2. Lack of reasonable fatigue system for relievers who pitch a lot over several games. (The super-reliever strategy wouldn't be an issue if relievers actually became ineffective when they pitch so much.)
3. A poor injury system.
4. A fast base runner being able to clear the bases with a triple. However, a slow base runner (or any hitter for that matter) can't clear the bases with a double without risk of an out.*
5. Runners unable to advance from second to third without risk on deep fly balls to right field.*
6. A pitcher for a visiting team forced into a save situation in a long extra-inning game being totally ineffective (F0). IMHO, the SOM save system itself is designed to force managers into realistic behavior for closing games much more than it reflects how much less effective a non-closing pitcher would be if they closed. And that's okay in a 9-inning game; it forces realistic results.
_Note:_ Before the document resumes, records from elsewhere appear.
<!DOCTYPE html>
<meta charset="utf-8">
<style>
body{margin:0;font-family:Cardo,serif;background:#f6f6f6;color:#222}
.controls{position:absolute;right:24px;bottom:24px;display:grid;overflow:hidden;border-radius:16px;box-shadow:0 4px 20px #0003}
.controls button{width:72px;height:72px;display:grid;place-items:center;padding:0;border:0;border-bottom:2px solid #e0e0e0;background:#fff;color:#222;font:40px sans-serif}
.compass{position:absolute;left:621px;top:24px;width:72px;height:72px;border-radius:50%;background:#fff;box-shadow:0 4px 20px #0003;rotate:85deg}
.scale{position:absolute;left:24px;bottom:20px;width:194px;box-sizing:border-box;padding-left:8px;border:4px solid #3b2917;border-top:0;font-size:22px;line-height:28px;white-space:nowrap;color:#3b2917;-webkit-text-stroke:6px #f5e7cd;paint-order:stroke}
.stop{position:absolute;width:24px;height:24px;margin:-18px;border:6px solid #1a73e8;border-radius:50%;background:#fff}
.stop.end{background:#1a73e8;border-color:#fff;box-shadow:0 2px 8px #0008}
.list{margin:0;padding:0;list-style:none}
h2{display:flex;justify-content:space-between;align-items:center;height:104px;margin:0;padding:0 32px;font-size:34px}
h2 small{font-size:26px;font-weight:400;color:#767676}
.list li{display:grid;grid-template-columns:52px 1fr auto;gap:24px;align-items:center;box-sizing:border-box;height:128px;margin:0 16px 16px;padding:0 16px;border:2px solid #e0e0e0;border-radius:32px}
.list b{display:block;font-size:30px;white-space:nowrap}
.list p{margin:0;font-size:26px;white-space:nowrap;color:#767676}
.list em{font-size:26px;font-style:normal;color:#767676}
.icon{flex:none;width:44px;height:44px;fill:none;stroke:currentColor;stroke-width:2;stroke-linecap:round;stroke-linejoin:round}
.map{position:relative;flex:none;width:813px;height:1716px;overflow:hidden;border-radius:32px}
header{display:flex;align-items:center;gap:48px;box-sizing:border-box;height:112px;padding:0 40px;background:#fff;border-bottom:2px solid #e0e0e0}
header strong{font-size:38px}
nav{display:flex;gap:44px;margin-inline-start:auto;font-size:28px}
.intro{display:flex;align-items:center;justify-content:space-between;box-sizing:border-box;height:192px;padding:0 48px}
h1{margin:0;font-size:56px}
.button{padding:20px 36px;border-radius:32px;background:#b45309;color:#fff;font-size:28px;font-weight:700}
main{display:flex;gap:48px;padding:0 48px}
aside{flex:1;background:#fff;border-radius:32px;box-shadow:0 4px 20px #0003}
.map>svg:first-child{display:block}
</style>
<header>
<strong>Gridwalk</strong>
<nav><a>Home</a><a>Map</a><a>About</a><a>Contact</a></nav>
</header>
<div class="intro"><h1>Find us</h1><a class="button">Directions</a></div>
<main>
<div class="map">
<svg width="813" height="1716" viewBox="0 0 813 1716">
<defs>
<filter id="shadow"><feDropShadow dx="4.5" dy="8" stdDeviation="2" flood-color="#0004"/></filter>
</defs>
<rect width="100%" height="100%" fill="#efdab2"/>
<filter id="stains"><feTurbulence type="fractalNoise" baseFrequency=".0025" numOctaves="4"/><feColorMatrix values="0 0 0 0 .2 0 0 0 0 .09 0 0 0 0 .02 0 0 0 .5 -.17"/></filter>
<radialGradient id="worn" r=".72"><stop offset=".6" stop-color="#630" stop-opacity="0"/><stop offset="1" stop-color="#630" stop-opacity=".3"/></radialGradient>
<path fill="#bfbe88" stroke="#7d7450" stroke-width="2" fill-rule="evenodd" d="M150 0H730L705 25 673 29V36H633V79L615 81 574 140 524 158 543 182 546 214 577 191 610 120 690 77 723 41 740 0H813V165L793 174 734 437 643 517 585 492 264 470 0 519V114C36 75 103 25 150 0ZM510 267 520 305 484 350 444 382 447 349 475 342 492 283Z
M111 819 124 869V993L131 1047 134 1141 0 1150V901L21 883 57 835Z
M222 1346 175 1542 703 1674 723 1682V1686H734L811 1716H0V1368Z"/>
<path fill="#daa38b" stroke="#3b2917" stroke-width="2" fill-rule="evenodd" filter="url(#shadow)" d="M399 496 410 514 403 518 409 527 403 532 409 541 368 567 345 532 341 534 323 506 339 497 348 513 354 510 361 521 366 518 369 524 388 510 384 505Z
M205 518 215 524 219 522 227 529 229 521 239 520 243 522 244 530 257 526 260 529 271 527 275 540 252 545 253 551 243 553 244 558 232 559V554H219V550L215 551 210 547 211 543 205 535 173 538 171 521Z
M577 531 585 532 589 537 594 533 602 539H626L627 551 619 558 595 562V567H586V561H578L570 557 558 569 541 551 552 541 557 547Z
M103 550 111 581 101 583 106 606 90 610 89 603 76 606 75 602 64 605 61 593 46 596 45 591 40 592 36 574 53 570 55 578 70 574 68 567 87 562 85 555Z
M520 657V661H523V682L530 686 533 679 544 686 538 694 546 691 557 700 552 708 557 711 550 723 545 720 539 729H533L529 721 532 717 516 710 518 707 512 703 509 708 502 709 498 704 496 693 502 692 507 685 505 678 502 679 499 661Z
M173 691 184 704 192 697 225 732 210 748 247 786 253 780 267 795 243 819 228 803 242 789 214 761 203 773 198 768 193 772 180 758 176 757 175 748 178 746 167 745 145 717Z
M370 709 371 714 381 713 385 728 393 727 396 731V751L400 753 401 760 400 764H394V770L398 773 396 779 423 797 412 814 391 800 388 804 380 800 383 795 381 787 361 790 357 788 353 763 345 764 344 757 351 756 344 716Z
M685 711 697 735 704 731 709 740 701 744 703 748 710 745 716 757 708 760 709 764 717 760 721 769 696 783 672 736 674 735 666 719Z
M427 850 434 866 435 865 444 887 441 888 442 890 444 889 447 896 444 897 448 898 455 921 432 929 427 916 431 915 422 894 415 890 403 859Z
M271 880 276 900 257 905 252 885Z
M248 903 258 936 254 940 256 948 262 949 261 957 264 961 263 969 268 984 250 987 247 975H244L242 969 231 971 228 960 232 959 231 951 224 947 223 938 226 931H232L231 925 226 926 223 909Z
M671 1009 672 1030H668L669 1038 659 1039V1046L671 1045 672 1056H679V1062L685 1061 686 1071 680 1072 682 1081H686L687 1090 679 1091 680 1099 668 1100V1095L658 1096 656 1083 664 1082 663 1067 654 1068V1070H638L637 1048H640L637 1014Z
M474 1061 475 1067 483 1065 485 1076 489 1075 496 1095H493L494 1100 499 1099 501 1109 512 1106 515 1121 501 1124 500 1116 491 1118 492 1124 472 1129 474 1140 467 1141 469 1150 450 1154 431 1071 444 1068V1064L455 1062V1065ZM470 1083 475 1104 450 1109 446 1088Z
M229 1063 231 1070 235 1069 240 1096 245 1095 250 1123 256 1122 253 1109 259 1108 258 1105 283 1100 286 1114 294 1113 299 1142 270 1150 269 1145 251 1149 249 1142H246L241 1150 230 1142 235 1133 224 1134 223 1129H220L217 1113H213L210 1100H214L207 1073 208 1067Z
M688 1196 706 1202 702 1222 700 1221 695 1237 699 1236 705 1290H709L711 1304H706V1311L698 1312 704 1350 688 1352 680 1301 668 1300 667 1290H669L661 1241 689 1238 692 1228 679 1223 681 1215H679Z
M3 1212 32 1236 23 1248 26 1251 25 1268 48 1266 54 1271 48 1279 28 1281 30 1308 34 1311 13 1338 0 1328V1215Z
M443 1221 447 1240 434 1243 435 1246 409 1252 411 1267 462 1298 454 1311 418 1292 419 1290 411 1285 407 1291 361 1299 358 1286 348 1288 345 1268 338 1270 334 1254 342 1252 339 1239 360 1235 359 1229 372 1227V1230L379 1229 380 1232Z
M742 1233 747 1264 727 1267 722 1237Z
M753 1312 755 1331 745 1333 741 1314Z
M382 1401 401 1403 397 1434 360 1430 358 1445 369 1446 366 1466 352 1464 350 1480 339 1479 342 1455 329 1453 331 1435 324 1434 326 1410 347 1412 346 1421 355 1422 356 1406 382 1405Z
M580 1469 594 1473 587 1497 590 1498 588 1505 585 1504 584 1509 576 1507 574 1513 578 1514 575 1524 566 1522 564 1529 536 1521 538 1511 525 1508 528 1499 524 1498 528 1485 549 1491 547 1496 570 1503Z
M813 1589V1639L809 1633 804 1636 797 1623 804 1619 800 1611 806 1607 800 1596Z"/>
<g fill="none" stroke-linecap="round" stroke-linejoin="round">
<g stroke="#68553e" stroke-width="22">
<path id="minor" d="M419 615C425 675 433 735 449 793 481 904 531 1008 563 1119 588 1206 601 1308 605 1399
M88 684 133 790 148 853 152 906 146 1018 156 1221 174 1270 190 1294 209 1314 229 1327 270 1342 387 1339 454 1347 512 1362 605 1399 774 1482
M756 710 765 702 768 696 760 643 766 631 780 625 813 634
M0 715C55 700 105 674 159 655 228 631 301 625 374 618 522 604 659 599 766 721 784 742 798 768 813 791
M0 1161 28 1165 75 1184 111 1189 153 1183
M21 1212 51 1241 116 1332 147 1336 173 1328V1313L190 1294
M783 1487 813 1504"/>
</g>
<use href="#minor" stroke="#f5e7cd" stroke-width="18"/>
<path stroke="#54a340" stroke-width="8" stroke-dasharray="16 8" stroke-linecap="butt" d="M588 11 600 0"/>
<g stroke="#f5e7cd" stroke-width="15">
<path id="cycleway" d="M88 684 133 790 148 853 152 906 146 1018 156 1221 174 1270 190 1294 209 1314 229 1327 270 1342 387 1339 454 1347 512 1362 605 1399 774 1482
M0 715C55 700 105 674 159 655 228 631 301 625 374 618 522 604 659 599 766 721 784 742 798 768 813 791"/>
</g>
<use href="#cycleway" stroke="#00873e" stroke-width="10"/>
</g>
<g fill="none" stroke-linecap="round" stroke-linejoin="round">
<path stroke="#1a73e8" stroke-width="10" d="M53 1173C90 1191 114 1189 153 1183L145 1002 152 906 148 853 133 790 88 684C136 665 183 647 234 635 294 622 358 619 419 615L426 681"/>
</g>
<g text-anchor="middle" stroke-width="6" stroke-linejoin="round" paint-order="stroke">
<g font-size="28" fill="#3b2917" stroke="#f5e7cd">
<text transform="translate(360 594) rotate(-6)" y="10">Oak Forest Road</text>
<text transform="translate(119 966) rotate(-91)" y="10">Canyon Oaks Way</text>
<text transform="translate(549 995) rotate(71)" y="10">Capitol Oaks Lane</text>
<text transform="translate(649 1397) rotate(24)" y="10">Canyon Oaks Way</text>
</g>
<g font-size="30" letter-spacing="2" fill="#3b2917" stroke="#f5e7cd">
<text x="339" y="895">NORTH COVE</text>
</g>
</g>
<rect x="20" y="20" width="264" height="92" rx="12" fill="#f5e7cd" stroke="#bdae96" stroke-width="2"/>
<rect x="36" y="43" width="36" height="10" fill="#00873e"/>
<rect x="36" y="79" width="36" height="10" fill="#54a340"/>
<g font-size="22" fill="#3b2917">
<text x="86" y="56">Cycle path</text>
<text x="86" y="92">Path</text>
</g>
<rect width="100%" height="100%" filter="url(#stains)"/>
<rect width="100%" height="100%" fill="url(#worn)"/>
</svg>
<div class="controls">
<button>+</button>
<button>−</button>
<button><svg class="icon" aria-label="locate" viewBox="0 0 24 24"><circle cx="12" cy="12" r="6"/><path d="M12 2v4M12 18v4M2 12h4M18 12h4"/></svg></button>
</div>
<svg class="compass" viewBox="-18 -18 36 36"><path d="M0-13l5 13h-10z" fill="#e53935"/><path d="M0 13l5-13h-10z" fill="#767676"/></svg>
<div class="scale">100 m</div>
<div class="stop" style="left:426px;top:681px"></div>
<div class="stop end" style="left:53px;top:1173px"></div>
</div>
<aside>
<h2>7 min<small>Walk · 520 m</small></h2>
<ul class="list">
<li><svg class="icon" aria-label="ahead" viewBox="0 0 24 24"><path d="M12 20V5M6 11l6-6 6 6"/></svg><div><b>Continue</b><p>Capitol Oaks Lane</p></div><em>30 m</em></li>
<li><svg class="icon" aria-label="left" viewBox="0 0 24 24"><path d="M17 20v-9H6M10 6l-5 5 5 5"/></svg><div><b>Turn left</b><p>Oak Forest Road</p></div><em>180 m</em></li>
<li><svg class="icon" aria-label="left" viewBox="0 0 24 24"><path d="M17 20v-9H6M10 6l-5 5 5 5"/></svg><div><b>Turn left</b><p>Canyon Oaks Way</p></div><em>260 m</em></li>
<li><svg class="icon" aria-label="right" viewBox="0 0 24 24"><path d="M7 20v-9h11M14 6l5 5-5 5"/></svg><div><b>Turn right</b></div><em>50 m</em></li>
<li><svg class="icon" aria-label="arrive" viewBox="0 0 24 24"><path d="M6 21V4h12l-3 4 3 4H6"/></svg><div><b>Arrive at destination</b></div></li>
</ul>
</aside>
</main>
However, it's just plain unfair to the visiting team in those long extra-inning games.
* The chance isn't zero, but it is rare--far less chance than it should be.
Back to your original point, it would be so easy for the game to allow a *-pitcher to pitch on 3-day rest but let him start at say F4 with a reduced pitch count available before further fatigue. Or base his 3-day-rest-start F-rating based on how many innings he pitched the previous game.